Quando, poco più di tre anni fa, il Bayern Monaco annunciò l'ingaggio di Pep Guardiola, la notizia fu accolta con stupore da addetti ai lavori e appassionati di calcio internazionale. Si pensava che il tecnico catalano, reduce da un anno sabbatico vissuto a New York dopo i trionfi con il Barcellona, avrebbe scelto la Premier League (Chelsea, United e City le pretendenti) e non la Bundesliga per il suo ritorno in panchina. Un campionato senza stimoli nè concorrenza si diceva, un ambiente particolare, autarchico per storia e tradizione, che negli ultimi vent'anni aveva visto alternarsi alla sua guida solo due allenatori stranieri, Giovanni Trapattoni e Louis Van Gaal. 

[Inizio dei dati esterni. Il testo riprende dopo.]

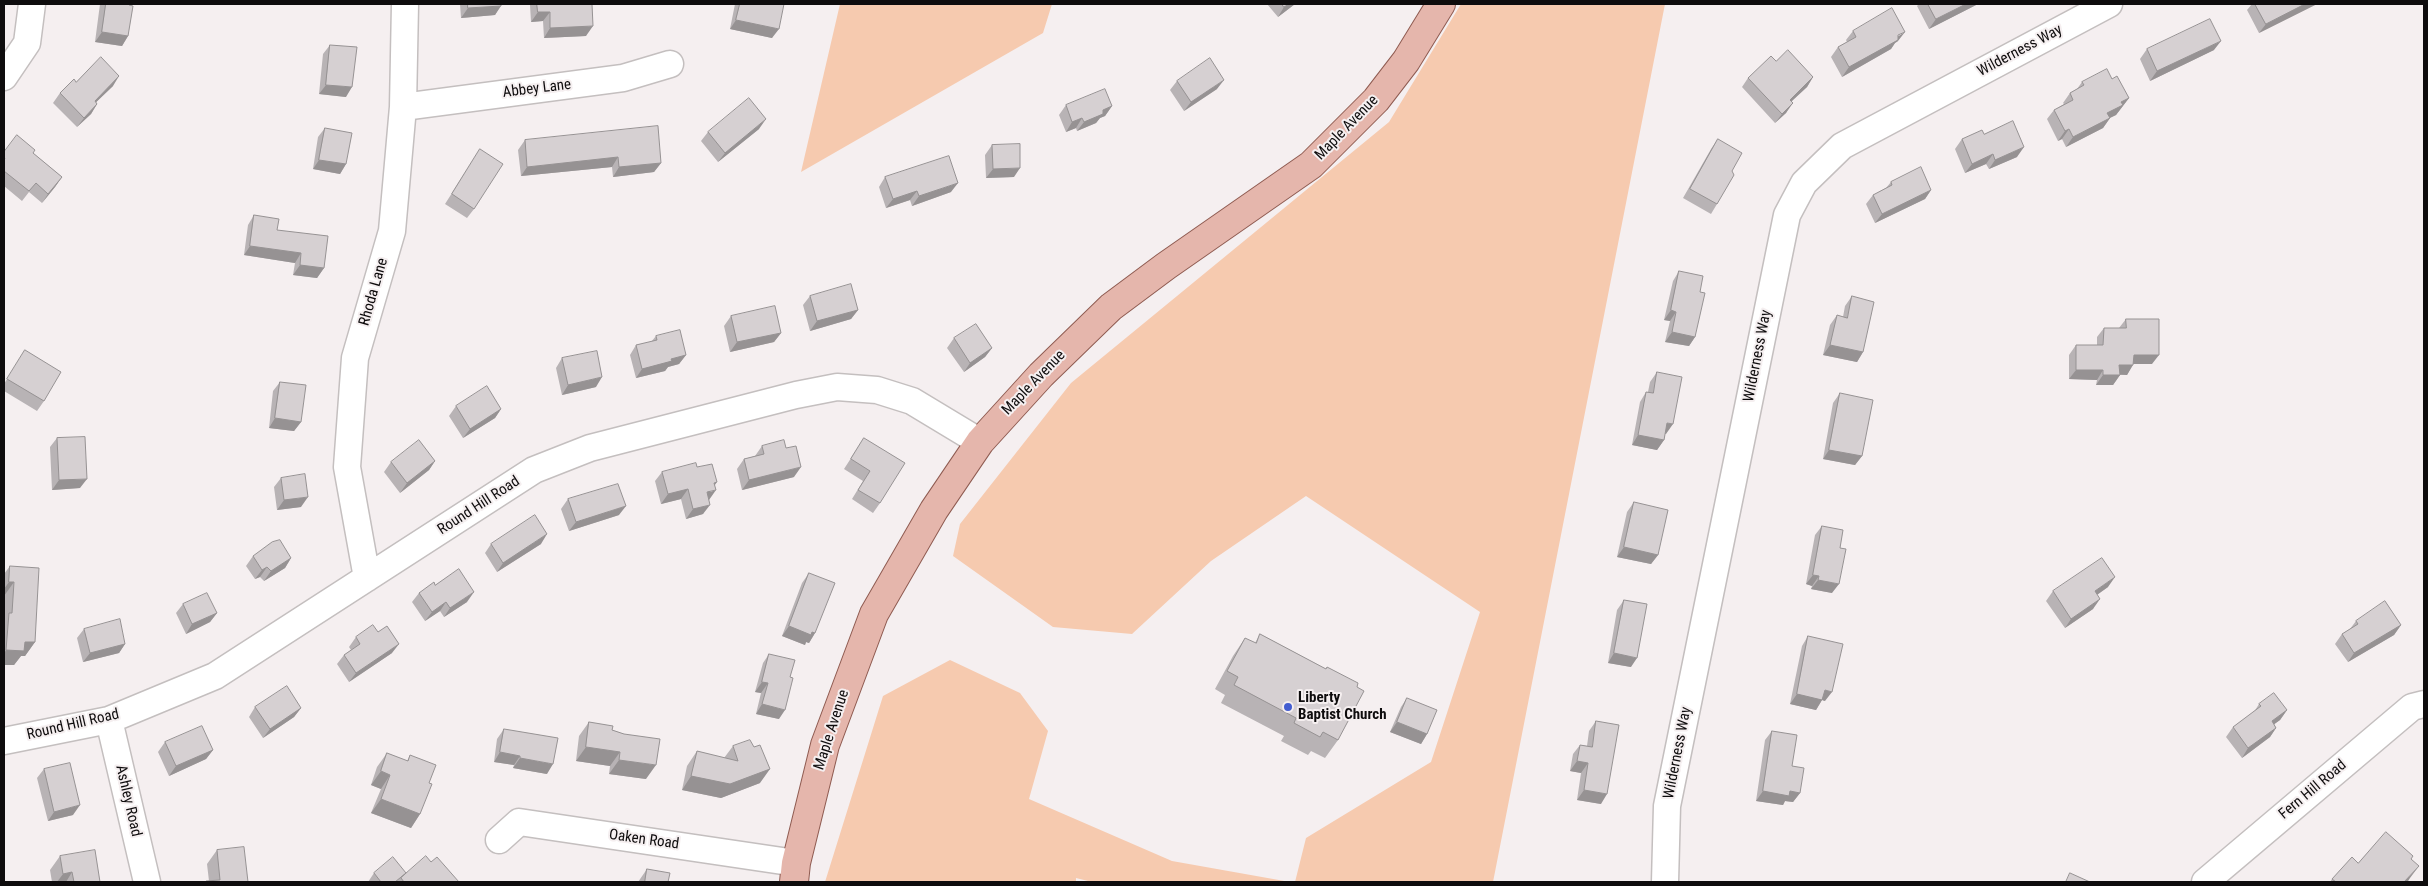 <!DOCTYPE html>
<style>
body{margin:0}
#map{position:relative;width:2428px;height:886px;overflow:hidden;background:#f5eff0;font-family:"Roboto Condensed",sans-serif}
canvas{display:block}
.frame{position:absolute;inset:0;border:5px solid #0e0c0d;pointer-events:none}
</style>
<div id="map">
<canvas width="2428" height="886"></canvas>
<div class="frame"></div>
</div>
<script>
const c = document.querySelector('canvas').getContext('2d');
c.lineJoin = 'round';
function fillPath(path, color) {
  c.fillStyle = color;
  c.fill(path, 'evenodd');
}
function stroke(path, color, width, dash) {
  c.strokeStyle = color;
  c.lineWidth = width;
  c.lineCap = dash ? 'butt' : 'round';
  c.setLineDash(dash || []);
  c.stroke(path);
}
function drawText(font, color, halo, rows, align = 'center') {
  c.font = font + ' "Roboto Condensed",sans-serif';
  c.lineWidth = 4;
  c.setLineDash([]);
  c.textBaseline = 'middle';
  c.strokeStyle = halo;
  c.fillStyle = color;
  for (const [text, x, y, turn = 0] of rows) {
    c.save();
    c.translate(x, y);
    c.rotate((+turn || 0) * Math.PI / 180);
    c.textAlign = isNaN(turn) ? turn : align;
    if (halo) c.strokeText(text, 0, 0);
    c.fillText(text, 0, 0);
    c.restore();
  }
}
const green = new Path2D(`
 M840,4h212l-9,29 -242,139z
 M1461,4h204l-172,878h-198l11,-44 125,-76 49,-150 -174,-116 -95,65 -79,73 -79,-7 -100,-71 7,-32 111,-141 318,-261z
 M950,660l70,33 28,38 -19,68 143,62 118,21h-198l-16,-4v4h-251l58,-186z`);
const minor = new Path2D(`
 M4,77l23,-34 5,-39
 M403,107l220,-29 47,-14
 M367,578l-20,-111 8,-109 37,-127 11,-124 2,-103
 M109,720l38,162
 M4,741l105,-21 106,-44 319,-206 56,-22 206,-53 41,-8 40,3 35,11 68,41
 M499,840l20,-18 277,41
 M1665,882l2,-76 120,-591 17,-32 38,-37 267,-142
 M2205,882l207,-175 12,-3`);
const major = new Path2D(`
 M794,882l2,-19 29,-118 49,-131 60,-104 46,-68 61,-67 70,-68 55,-41 145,-101 65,-65 30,-39 35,-57`);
const wall = new Path2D(`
 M100,4h29l-1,32 -6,10 -27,-4z
 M460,4h41l-6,11 -34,3z
 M531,4h61l-6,32 -42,2 -1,-17 -12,1 -1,-17z
 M735,4h49l-12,34 -42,-9z
 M1267,4h28l-17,13z
 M1919,4h59l-49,25 -12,-23z
 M2252,4h65l-58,29 -12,-23z
 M1853,31l45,10 -3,2 -4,6 -49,28 -11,-20 7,-10 9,-5 -1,-2z
 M330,45l16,52 -27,-3 4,-40z
 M2147,49l67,1 -64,31 -10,-22z
 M1776,61l37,16 -6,10 -16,15 -5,11 -11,10 -33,-36 6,-9z
 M2112,79l17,19 -13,17 -6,3 -7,10 -37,19 -4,-8 -4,2 -11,-22 7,-9 10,-6 -1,-1 7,-10 7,-4 5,-7z
 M1177,81l40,8 -33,22 -14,-21z
 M76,82l37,4 -17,16 1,2 -6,10 -14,13 -24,-24 7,-10z
 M1066,105l46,1 -7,10 -5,2 -4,5 -19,8 -1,-3 -10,4 -7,-17z
 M325,128l21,36 -6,10 -27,-5 5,-32z
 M759,129l-41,33 -17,-21 7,-9z
 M1984,134l33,23 -28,12 -3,-5 -21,9 -10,-24 7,-10z
 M1718,139l14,32 -15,33 -6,10 -28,-16 28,-49z
 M525,140l136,23 -7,9 -41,5 -1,-10 -91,9 -3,-26z
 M992,145l22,32 -28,1 -1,-23z
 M480,149l-6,60 -7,9 -22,-14z
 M4,152l29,1 29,24 -7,10 -13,16 -13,-11 -7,9 -18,-15z
 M885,177l66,15 -39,14 -2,-6 -24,8 -7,-21z
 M1891,182l40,8 -6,9 -50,24 -9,-19 7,-9 13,-7z
 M254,215l23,15 47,38 -7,10 -24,-3 2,-12 -51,-8 4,-30z
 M1679,271l21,21 -5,45 -6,9 -24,-4 5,-21 -6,-1 9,-39z
 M810,296l48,14 -7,9 -41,12 -7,-26z
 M1852,296l11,56 -6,10 -34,-7 7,-30 7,-10 6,2 2,-11z
 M731,316l50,17 -7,9 -44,10 -6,-26z
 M2126,319l26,45h-19l-6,11h-7l-7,10h-17l1,-5 -28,-1v-24l7,-10h21v-8l7,-9h15z
 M656,336l30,19 -7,9 -11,3 -3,4 -29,7 -6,-23 6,-10 15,-3z
 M954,338l38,10 -7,9 -21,15 -17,-24z
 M25,350l19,51 -7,10 -33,-20v-7z
 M562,358l34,29 -34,8 -6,-27z
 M1657,372l9,62h-1l-1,6 -7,10 -25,-5 8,-43 6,-10h2l2,-10z
 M280,382l21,40 -7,9 -25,-3 4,-37z
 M1840,393l22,63 -7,9 -32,-6 10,-56z
 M456,406l45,3 -6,9 -32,20 -14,-22z
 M57,438l23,50 -28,2 -2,-43z
 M864,438l16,65 -7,10 -21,-14 11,-18 -19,-12z
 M762,446l32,31 -52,13 -5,-21 7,-10 11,-3z
 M435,461l-6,9 -29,23 -16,-21 7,-10z
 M697,467l12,33 -6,14 -17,5 -5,-20 -20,5 -6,-23 7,-9z
 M281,478l20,29 -24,3 -3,-23z
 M568,499l51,16 -50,16 -8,-22z
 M1634,502l24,53 -7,9 -34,-7 10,-45z
 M1822,526l10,67 -21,-4 1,-3 -6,-2 9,-49z
 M491,544h50l-44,28 -12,-19z
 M253,556l38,2 -6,10 -21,13 -4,-4 -5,2 -9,-13z
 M10,566l25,76 -10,14h-4l-7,9h-10v-91z
 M809,573l6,60 -6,10 -3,-1 -1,3 -23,-9 20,-53z
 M435,585l32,17 -23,15 -4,-6 -15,10 -13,-19 7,-9z
 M2108,587l-11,8 -4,14 -28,19 -19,-27 7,-10z
 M1624,600l7,67 -23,-4 9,-53z
 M183,604l34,9 -7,9 -24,12 -10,-21z
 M2356,621l45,4 -7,10 -46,27 -13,-18 7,-10 8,-5z
 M84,629l41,15 -6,9 -36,9 -6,-24z
 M1260,634l66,35 1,-2 30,20 -19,53 -13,18 -14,-7 -3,4 -27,-14 3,-5 -63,-33 4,-8 -10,-6 18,-33 12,-18 10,5z
 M1808,636l17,65 -3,-1 -6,10 -26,-6 12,-58z
 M356,637l36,16 -43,29 -12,-18 7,-9 7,-5 -2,-3z
 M769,654l10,65 -23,-5 5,-21 -6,-1 8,-29z
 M1407,698l20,36 -6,10 -31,-12 11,-25z
 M2259,704l28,6 -7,10 -6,4 2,4 -6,9 -28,21 -16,-21 7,-10 21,-15z
 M255,707l46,1 -7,9 -31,21 -14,-21z
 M1596,721l5,83 -24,-4 4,-27 -11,-2 3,-17 7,-9 7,1 2,-15z
 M589,722l35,12 22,45 -37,-5 1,-8 -34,-5 3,-25z
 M504,729l43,45 -34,-6 1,-3 -20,-3 3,-23z
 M1772,731l20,35 8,27 -7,9 -8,-1 -2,4 -27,-4 9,-61z
 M165,742l48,8 -7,9 -37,17 -11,-24z
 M733,746l27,37 -39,15 -39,-8 5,-24 10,-15 27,7z
 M387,753l20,8 3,-6 19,28 -9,31 -9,14 -40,-15 10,-24 -10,-4 6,-18z
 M44,769l29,46 -25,6 -11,-43z
 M217,850l31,32h-42v-1h3l-2,-17z
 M60,856l40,26h-48l-2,-12z
 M2411,859l-2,21 -2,2h-77l2,-3 26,-16z
 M431,862l28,20h-91l6,-9h32z
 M647,869l21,13h-30z`);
const shadedWall = new Path2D(`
 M1289,4h6l-17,13 6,-10z
 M1966,4h12l-49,25 7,-10z
 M2305,4h12l-58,29 7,-9z
 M501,6l-6,9 -34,3 7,-10z
 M538,12h12l-7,9 -12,1z
 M736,20l43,9 -7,9 -42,-9z
 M593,26l-7,10 -42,2 6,-10z
 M102,32l26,4 -6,10 -27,-4z
 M1905,32l-7,9 -3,2 -4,6 -49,28 7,-10z
 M2221,41l-7,9 -64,31 7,-10z
 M119,76l-6,10 -25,24 7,-9z
 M1813,77l-6,10 -24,22 7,-9z
 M1224,80l-7,9 -33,22 7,-9z
 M326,85l26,2 -6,10 -27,-3z
 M2129,98l-13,17 -15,7 6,-9 14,-11z
 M1793,103l-7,10 -11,10 7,-9z
 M97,104l-6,10 -14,13 7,-9z
 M1112,106l-7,10 -5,2 -4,5 -19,8 7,-9 19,-12z
 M1082,118l-6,10 -10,4 6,-10z
 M2110,118l-7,10 -37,19 7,-10z
 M766,119l-7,10 -41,33 7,-9z
 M2069,129l-7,10 -4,2 7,-10z
 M2024,147l-7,10 -28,12 6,-9z
 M1993,154l-7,10 -21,9 7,-9z
 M618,157l-6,10 -91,9 6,-9z
 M319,160l27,4 -6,10 -27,-5z
 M661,163l-7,9 -41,5 6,-10z
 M1020,168l-6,9 -28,1 7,-9z
 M62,177l-7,10 -13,16 6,-9z
 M958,183l-7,9 -39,14 7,-10z
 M1931,190l-6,9 -50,24 7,-9z
 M917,191l-7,9 -24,8 7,-9z
 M250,246l51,7 -6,10 -51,-8z
 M300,265l24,3 -7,10 -24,-3z
 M858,310l-7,9 -41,12 7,-10z
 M1671,310l5,2 -6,9 -6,-1z
 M1672,332l23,5 -6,9 -24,-4z
 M781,333l-7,9 -44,10 7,-10z
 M1830,345l33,7 -6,10 -34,-7z
 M992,348l-7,9 -21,15 6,-9z
 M686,355l-7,9 -11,3 -3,4 -29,7 6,-9 29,-10z
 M2134,355h25l-7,9h-25z
 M2119,365h14l-6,10 -14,-1z
 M2076,370h27l-6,10 -28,-1z
 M2103,375h17l-7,10h-17z
 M602,377l-6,10 -34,8 6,-10z
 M501,409l-6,9 -32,20 7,-9z
 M275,418l26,4 -7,9 -25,-3z
 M1667,423l6,1 -7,10 -5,-1z
 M1638,435l26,5 -7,10 -25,-5z
 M1829,450l33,6 -7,9 -32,-6z
 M435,461l-6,9 -29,23 7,-10z
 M801,467l-7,10 -52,13 7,-10z
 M87,479l-7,9 -28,2 7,-10z
 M717,482l-7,10 6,-2 -7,10 -9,2 14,-19z
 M688,489l-7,10 -20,5 7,-10z
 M308,497l-7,10 -24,3 7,-10z
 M710,505l-7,9 -17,5 7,-10z
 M626,506l-7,9 -50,16 7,-9z
 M547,534l-6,10 -44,28 6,-9z
 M1624,547l34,8 -7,9 -34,-7z
 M291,558l-6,10 -21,13 7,-10z
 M267,567l-7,10 -5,2 7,-9z
 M1813,575l6,1 -7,10 -6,-2z
 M2115,577l-7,10 -20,14 7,-10z
 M1818,580l21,4 -7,9 -21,-4z
 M9,582h5l-10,14v-7z
 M474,592l-7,10 -23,15 6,-9z
 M2100,599l-7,10 -28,19 6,-9z
 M446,602l-6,9 -15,10 7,-9z
 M217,613l-7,9 -24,12 6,-10z
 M2401,625l-7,10 -46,27 6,-9z
 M789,626l23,6 3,1 -6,10 -3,-1 -1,3 -23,-9z
 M25,642h10l-10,14h-4l-7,9h-10v-11l2,-4z
 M125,644l-6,9 -36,9 7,-9z
 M399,644l-7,9 -43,29 7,-9z
 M1614,653l23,5 -6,9 -23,-4z
 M762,682l6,1 -7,10 -6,-1z
 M1825,690l7,2 -7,9 -3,-1 -6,10 -26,-6 7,-10z
 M762,704l23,6 -6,9 -23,-5z
 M301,708l-7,9 -31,21 7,-9z
 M2287,710l-7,10 -15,11 7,-10z
 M1397,722l30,12 -6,10 -31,-12z
 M2276,728l-6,9 -28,21 6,-10z
 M586,747l34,5 -10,14 -34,-5z
 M213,750l-7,9 -37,17 7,-10z
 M500,752l20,4 -6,9 -20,-3z
 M520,758l33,6 -6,10 -34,-6z
 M619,760l37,5 -10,14 -37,-5z
 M1577,761l11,2 -7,10 -11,-2z
 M770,769l-10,14 -39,15 -39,-8 9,-14z
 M381,771l9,4 -9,14 -10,-4z
 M1584,790l23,4 -6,10 -24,-4z
 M1763,791h27l10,2 -7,9 -8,-1 -2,4 -27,-4z
 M381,799l39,15 -9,14 -40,-15z
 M80,805l-7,10 -25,6 6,-9z
 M2419,866l-12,16h-3z
 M72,872l-6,10h-9l6,-8z`);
const building = new Path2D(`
 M106,4h23v1l4,1 -5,30 -26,-4z
 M468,4h33v2l-33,2z
 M537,4h55l1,22 -43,2v-16h-12z
 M740,4h44l-5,25 -43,-9z
 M1282,4h7l-5,3z
 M1928,4h38l-30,15z
 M2255,4h50l-39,20z
 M1892,8l13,24 -7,3v5l-49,27 -11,-20 18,-10 -3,-6z
 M2210,19l11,22 -64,30 -10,-22z
 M330,45l27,2 -5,40 -26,-2z
 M1788,50l25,27 -23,23 3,3 -11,11 -34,-36 23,-22 5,5z
 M101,57l18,19 -24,25 2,3 -13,14 -24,-25 14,-14 2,3z
 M1210,58l14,22 -33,22 -14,-21z
 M2107,69l5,10 5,-3 12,22 -8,4 2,3 -16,8 3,5 -37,19 -4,-8 -4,2 -11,-21 19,-10 -3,-7 14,-8 -2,-3z
 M1105,89l7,17 -9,4v4l-19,8 -2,-4 -10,4 -6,-17z
 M749,98l17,21 -41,34 -17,-21z
 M2013,121l11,26 -29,13 -2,-6 -21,10 -10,-25 20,-9 2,4z
 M658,126l3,37 -42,4 -1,-10 -91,10 -2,-27z
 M325,128l27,5 -6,31 -27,-4z
 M17,135l18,15 -2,3 29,24 -14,17 -12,-11 -7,8 -25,-20v-11l1,-2 -1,-1v-5z
 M1718,139l24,14 -10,18 2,4 -17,29 -27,-15z
 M1020,144v24l-27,1 -1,-24z
 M480,149l23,15 -29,45 -22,-15z
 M949,156l9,27 -39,13 -2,-5 -24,8 -8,-22z
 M1921,167l10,23 -49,24 -9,-19 19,-10 -1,-3z
 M254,215l25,4 -2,11 51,6 -4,32 -24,-3 1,-12 -51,-7z
 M1679,271l24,5 -3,16 5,1 -10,44 -23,-5 4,-20 -5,-2z
 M851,284l7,26 -41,11 -7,-25z
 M1852,296l22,6 -11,50 -33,-7 7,-30 10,3z
 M775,306l6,27 -44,9 -6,-26z
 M2126,319h33v36h-25l-1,10h-14l1,10h-17v-5h-27v-25h27l1,-17h22z
 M976,324l16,24 -22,15 -16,-25z
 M680,330l6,25 -15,4 1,2 -30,8 -6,-24 21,-5 -1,-4z
 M25,350l36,22 -17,29 -37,-22z
 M597,351l5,26 -34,8 -6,-27z
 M1657,372l25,5 -9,47 -6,-1 -3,17 -26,-5 8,-43 7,1z
 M280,382l26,3 -5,37 -26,-4z
 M487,386l14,23 -31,20 -14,-23z
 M1840,393l33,7 -11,56 -33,-6z
 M85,437l2,42 -28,1 -2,-42z
 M864,438l41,25 -25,40 -22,-13 12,-19 -19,-12z
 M419,440l16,21 -28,22 -16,-21z
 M784,440l2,8 10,-2 5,21 -52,13 -5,-21 20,-5 -2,-8z
 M696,463l1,4 15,-3 5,18 -3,1 2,7 -9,2 3,13 -17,4 -5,-20 -20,5 -6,-22z
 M305,474l3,23 -24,3 -3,-22z
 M618,484l8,22 -50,16 -8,-23z
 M1634,502l34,8 -10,45 -34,-8z
 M535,515l12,19 -44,29 -12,-19z
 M1822,526l21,4 -3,18 6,1 -7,35 -21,-4 1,-4 -6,-1z
 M280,540l11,18 -20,13 -4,-4 -5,3 -9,-14 19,-14z
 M2102,558l13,19 -20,14 5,8 -29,20 -18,-28z
 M10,566l29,2 -4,74h-10l-1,9 -18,-1 3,-37h3l2,-31h-5z
 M459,569l15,23 -24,16 -4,-6 -14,10 -13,-19 15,-11 1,3z
 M809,573l26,10 -20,50 -3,-1 -1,3 -22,-9z
 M207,593l10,20 -25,11 -9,-20z
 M1624,600l23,4 -10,54 -23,-5z
 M2385,601l16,24 -47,28 -12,-19 16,-10 -2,-3z
 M120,619l5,25 -35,9 -6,-24z
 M373,625l5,7 9,-6 12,18 -43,29 -12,-18 16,-11 -4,-7z
 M1260,634l66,35 1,-2 31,16 -1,4 7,4 -26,49 -15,-8 -3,5 -26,-14 2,-5 -62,-33 4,-8 -11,-6 18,-33 11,5z
 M1808,636l35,8 -11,48 -7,-2 -3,10 -25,-6z
 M769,654l26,6 -5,17 3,1 -8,32 -23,-6 6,-21 -6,-1z
 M287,686l14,22 -31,21 -15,-22z
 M2274,693l13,17 -15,11 4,7 -28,20 -15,-21 28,-21 -2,-2z
 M1407,698l30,12 -10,24 -30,-12z
 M1596,721l23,4 -12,69 -23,-4 4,-27 -11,-2 3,-16 12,2z
 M589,722l24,4 -1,4 12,4 36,5 -4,26 -37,-5 1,-8 -34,-5z
 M202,726l11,24 -37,16 -11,-24z
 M504,729l54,9 -5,26 -33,-6v-2l-20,-4z
 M1772,731l25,4 -5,31 12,2 -4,25 -10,-2 -1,5 -26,-5z
 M750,740l4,7 6,-2 10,24 -40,15 -39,-8 6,-25 41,10 -5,-15z
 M387,753l21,8 2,-6 26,10 -7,18 3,1 -12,30 -39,-15 9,-24 -9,-4z
 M70,763l10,42 -26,7 -10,-43z
 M2386,832l27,24 -2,3 8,7 -15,16h-68l-4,-3 20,-22 6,6z
 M244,847l4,35h-42v-1l14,-1 -3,-30z
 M95,850l5,32h-26l-2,-10 -9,2 -3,-18z
 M426,856l5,6 6,-5 22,25h-55l-3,-4z
 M393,857l13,16 -11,9h-14l-7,-9z
 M647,869l23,4 -2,9h-23z
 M2070,873l20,9h-24z`);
const markers = [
 [1288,707,5,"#435dd0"]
];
const streetNames = [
 ["Wilderness Way",2020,51,-28],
 ["Abbey Lane",537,89,-7],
 ["Maple Avenue",1347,128,-46],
 ["Rhoda Lane",374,292,-74],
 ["Wilderness Way",1758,356,-79],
 ["Maple Avenue",1034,383,-46],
 ["Round Hill Road",479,506,-33],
 ["Round Hill Road",73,725,-13],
 ["Maple Avenue",832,730,-72],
 ["Wilderness Way",1678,753,-79],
 ["Fern Hill Road",2313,790,-40],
 ["Ashley Road",128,801,77],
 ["Oaken Road",644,840,8]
];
const poiNames = [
 ["Liberty",1298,698],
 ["Baptist Church",1298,715]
];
fillPath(green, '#f6caaf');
stroke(minor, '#c4bfbf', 29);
stroke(major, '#8f5b51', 30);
stroke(minor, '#fff', 26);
stroke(major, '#e5b6ac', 28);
fillPath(wall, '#b8b3b5');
fillPath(shadedWall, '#969293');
fillPath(building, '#d6d0d2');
stroke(building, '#969293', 1);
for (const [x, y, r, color] of markers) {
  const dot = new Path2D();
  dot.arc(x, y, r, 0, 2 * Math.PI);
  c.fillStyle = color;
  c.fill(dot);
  stroke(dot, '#f5eff0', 2);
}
drawText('15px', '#0e0c0d', '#f5eff0', streetNames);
drawText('bold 15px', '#0e0c0d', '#f5eff0', poiNames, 'left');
</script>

La prima difficoltà cui l'uomo dei record del Camp Nou si è trovato ad affrontare è stato raccogliere l'eredità di Jupp Heynckes, vero e proprio santone in terra bavarese, congedatosi con un triplete come regalo d'addio. Vincere la Champions League è così divenuto un obbligo per Pep, cui i successi in Bundesliga e nelle coppe nazionali sono sempre stati considerati dovuti, in una sorta di allenamento per tornare sul tetto d'Europa. Eppure, già la prima (e unica) soddisfazione internazionale, la Supercoppa Europea alzata al cielo di Praga nel 2013 battendo ai rigori il Chelsea dell'avversario Mourinho, aveva lasciato intravedere le difficoltà che quella nuova versione del Bayern Monaco avrebbe incontrato. All'inizio Guardiola non ha cambiato molto della squadra di cui gli avevano dato le chiavi, al punto di rammaricarsi di aver giocato la partita cruciale della sua stagione d'esordio - la semifinale di ritorno all'Allianz Arena contro il Real Madrid di Ancelotti - con Mario Mandzukic centravanti e senza un falso nueve per avere gli spazi necessari allla migliore espressione del suo gioco. Nel 2014, via il croato, la dirigenza - sempre attenta a lavorare con un certa indipendenza di giudizio - gli presentò in attacco Robert Lewandowski, strapagato al Borussia Dortmund e impossibile da tenere in panchina. Con il polacco a disposizione, Guardiola ha dovuto accettare l'idea di aver in campo una punta nel vero senso del termine, ancorchè di grande movimento, ma non ha rinunciato al suo calcio, fatto di palleggio e pressing alto.

Ecco che il tiki-taka di Barcellona si trasferì, complice l'arrivo di Luis Suarez (e Luis Enrique) in blaugrana, dalla Catalogna alla Baviera, dove non è mai stato troppo amato, ma vissuto come un inutile orpello a un gioco semplice ed elementare come quello del calcio. Franz Beckenbauer non ha infatti mai mancato di sottolineare come quel tipo di gioco lo annoiasse ("non si può pensare di entrare in porta con il pallone", una delle sue stoccate avvelenate), in sintonia con tutto l'ambiente, prontissimo ad attaccare il tecnico straniero al primo passo falso, puntualmente ripresentatosi anche nel 2015, quando fu Leo Messi a mandare k.o. quella che è stata con ogni probabilità la miglior versione di un Bayern spagnoleggiante. Il resto è storia recente, con le strade di allenatore e società tornate a dividersi molto prima dell'annuncio di Guardiola al City (risalente a dicembre, ma l'accordo era stato ratificato già dall'estate). Il catalano non ha tuttavia smesso di insegnare calcio alla sua maniera, accentuando la propria vena trasformista, prima passando a una difesa a tre senza difensori di ruolo, poi cambiando di posizione alcuni giocatori chiave sotto la precedente gestione (Alaba e Lahm, solo per fare due nomi). Il tutto non per un capriccio personale, ma nella convinzione che fosse l'unico modo per dare i crismi della definitività a un progetto tattico mai davvero compiuto. Alcune esibizioni del Bayern di Guardiola sono state uno spettacolo per gli esteti del calcio, ma mai il tecnico catalano è sembrato aver convinto tutti - dallo spogliatoio alla stampa - che il suo gioco fosse un'arma vincente, piuttosto che una a doppio taglio. L'esclusione di Thomas Muller dalla semifinale contro l'Atletico di una settimana fa - come Mourinho al Real, Pep non ha mai superato le colonne d'Ercole delle migliori quattro d'Europa - è stata vissuta come un insulto da tutto il calcio tedesco e dall'ambiente bavarese in particolare, che ora si appresta ad accogliere un altro allenatore straniero come Carlo Ancelotti, più duttile di chi lo ha preceduto ma pur sempre un estraneo nel mondo autoreferenziale del Bayern.